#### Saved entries
^^^^^^^^

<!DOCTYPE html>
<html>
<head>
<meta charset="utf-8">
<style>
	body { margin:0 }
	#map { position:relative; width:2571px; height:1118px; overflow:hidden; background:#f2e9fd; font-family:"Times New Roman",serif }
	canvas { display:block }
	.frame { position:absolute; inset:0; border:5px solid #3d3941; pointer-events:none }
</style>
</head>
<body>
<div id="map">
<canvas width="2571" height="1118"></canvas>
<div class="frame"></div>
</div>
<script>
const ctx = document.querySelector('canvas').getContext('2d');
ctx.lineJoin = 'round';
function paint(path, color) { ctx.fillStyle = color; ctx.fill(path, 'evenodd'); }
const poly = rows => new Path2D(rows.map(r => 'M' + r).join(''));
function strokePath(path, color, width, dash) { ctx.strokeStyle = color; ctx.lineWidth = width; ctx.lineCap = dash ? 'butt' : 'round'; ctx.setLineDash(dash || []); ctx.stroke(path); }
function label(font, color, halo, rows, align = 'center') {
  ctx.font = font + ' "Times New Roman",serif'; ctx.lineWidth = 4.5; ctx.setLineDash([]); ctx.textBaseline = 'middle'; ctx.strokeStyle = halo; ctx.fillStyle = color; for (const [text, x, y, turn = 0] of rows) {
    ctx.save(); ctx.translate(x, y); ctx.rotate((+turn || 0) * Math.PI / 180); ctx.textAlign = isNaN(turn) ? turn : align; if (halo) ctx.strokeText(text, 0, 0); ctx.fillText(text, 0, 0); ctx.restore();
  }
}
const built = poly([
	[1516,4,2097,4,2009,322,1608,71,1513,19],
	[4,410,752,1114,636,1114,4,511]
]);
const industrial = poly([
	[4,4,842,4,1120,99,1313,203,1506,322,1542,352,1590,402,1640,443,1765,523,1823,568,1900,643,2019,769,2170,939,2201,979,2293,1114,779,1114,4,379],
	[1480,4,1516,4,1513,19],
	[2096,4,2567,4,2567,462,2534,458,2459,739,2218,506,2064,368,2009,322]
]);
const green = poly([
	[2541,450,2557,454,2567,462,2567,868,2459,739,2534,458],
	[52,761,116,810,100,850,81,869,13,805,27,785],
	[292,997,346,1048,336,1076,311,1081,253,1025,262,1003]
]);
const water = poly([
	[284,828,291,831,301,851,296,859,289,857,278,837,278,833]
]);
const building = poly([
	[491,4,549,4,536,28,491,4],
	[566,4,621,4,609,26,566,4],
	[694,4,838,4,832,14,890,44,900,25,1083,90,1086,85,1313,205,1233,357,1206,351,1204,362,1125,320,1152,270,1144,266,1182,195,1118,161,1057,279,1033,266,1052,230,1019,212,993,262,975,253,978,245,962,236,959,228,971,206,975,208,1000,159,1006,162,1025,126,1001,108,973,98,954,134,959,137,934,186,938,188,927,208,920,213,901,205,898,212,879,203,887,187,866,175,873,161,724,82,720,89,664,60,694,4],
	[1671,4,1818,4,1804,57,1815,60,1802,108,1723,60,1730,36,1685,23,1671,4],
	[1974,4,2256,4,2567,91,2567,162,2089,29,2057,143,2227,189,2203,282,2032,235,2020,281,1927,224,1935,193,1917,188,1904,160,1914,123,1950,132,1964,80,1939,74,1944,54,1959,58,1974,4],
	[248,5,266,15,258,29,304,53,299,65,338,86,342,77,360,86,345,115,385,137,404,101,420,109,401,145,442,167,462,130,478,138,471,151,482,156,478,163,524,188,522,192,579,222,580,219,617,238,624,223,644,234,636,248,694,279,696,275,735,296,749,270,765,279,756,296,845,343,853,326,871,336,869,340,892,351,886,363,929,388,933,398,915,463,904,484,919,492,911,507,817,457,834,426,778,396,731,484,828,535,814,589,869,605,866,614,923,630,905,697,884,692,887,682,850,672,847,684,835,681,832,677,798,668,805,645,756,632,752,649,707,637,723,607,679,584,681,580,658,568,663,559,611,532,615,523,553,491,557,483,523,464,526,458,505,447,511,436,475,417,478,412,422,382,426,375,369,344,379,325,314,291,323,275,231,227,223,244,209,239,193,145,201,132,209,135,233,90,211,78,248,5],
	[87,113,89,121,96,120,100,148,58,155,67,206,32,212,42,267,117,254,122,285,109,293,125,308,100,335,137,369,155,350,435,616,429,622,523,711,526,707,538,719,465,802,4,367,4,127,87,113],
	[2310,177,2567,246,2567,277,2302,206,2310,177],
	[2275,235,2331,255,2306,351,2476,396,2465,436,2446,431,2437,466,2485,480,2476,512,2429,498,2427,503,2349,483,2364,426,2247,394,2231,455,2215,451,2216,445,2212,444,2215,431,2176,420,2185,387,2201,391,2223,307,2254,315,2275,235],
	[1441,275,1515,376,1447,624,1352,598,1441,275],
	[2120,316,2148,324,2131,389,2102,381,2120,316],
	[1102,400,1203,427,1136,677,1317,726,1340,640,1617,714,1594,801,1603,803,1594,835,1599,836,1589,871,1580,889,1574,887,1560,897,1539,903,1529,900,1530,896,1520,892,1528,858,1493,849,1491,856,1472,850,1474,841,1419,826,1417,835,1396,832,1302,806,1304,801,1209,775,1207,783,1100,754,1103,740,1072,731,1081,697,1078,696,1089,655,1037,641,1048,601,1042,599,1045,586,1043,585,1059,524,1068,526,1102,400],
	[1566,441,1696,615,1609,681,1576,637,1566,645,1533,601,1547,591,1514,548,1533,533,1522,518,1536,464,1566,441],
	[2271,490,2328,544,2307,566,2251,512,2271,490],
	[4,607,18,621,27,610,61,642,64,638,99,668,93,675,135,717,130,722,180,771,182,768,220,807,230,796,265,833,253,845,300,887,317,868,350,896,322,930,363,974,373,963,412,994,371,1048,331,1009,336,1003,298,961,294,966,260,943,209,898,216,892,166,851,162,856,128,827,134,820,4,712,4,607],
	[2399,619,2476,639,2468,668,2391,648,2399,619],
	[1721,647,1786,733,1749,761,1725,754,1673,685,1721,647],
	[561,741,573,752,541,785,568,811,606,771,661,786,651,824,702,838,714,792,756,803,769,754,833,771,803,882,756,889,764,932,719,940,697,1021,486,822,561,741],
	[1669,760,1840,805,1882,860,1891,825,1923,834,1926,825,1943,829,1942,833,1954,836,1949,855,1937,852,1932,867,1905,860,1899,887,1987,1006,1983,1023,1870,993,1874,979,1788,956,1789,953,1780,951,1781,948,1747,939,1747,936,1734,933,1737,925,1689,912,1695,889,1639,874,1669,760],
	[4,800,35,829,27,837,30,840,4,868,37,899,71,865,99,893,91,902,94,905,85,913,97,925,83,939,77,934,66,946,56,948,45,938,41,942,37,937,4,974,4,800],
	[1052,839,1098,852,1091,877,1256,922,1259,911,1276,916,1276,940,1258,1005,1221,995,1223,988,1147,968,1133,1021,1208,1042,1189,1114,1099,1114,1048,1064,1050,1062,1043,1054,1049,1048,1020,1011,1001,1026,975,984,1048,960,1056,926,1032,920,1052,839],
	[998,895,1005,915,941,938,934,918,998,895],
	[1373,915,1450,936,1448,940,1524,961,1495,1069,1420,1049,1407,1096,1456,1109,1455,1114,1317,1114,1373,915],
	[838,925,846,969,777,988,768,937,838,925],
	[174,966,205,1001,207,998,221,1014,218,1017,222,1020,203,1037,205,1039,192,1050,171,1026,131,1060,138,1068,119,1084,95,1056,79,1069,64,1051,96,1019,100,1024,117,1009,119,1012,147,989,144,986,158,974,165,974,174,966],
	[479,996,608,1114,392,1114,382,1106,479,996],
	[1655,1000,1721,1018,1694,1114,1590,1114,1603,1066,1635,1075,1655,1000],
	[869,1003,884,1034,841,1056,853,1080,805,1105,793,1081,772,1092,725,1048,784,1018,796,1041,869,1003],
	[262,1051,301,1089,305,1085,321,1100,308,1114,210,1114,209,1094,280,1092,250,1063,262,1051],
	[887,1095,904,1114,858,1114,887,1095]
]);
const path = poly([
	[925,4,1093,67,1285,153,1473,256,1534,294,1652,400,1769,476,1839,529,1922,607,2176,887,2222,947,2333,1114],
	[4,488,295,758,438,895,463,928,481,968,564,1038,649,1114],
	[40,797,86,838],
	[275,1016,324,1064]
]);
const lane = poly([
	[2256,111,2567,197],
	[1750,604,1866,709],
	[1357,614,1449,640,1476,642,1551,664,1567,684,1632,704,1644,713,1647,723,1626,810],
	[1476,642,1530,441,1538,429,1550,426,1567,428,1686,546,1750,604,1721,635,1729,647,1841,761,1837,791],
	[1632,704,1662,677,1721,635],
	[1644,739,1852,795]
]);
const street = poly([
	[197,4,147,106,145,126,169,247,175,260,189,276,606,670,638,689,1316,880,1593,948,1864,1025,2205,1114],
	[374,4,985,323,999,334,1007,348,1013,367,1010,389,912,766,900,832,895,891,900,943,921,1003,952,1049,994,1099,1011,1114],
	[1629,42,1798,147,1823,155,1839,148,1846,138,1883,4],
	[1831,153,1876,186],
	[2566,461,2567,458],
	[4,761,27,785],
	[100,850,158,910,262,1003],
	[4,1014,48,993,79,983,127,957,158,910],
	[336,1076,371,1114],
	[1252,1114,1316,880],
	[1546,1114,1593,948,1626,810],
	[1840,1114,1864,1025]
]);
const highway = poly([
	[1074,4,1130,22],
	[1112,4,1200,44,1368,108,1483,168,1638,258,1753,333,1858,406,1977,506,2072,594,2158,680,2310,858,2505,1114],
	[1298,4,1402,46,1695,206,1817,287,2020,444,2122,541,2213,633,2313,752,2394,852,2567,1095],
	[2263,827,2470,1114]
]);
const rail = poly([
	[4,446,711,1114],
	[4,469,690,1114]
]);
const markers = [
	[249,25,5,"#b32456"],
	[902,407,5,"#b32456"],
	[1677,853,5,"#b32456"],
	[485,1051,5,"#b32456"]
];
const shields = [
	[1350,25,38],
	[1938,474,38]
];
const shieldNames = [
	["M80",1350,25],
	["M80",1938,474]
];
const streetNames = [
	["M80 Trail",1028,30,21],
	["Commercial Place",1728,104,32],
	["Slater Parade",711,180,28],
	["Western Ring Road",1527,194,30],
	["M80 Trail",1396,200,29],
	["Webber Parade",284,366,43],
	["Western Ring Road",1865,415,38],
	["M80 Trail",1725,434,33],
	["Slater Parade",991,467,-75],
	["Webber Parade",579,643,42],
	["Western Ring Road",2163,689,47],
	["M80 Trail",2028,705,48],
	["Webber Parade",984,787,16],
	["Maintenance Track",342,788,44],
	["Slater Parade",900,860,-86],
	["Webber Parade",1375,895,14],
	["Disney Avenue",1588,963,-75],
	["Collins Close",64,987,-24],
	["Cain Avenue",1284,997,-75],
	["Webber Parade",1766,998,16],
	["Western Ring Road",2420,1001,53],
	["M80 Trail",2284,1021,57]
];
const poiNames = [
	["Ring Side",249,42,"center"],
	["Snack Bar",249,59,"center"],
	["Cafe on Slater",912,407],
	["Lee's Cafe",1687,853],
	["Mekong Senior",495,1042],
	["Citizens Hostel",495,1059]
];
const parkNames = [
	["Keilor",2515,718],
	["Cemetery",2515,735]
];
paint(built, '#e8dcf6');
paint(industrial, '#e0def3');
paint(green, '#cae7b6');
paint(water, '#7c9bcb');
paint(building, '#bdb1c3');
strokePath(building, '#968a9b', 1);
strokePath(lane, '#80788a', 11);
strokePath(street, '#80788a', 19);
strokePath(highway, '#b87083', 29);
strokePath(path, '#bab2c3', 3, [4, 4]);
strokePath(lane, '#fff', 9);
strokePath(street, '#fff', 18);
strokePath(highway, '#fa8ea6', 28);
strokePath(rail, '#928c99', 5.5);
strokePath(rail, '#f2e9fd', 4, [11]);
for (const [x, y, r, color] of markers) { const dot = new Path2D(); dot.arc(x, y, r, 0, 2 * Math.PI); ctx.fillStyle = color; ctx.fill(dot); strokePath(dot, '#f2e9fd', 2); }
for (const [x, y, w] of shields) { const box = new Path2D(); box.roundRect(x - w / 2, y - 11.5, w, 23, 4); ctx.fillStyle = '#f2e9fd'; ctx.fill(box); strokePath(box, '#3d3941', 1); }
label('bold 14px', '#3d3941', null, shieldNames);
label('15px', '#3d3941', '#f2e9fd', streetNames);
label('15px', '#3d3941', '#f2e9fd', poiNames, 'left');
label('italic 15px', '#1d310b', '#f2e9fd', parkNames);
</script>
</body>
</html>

^^^^^^^^

Nothing but the lines from the start of the data above through the line with "ctx.font = font" should appear in your answer, copied exactly.

#### Reply
<!DOCTYPE html>
<html>
<head>
<meta charset="utf-8">
<style>
	body { margin:0 }
	#map { position:relative; width:2571px; height:1118px; overflow:hidden; background:#f2e9fd; font-family:"Times New Roman",serif }
	canvas { display:block }
	.frame { position:absolute; inset:0; border:5px solid #3d3941; pointer-events:none }
</style>
</head>
<body>
<div id="map">
<canvas width="2571" height="1118"></canvas>
<div class="frame"></div>
</div>
<script>
const ctx = document.querySelector('canvas').getContext('2d');
ctx.lineJoin = 'round';
function paint(path, color) { ctx.fillStyle = color; ctx.fill(path, 'evenodd'); }
const poly = rows => new Path2D(rows.map(r => 'M' + r).join(''));
function strokePath(path, color, width, dash) { ctx.strokeStyle = color; ctx.lineWidth = width; ctx.lineCap = dash ? 'butt' : 'round'; ctx.setLineDash(dash || []); ctx.stroke(path); }
function label(font, color, halo, rows, align = 'center') {
  ctx.font = font + ' "Times New Roman",serif'; ctx.lineWidth = 4.5; ctx.setLineDash([]); ctx.textBaseline = 'middle'; ctx.strokeStyle = halo; ctx.fillStyle = color; for (const [text, x, y, turn = 0] of rows) {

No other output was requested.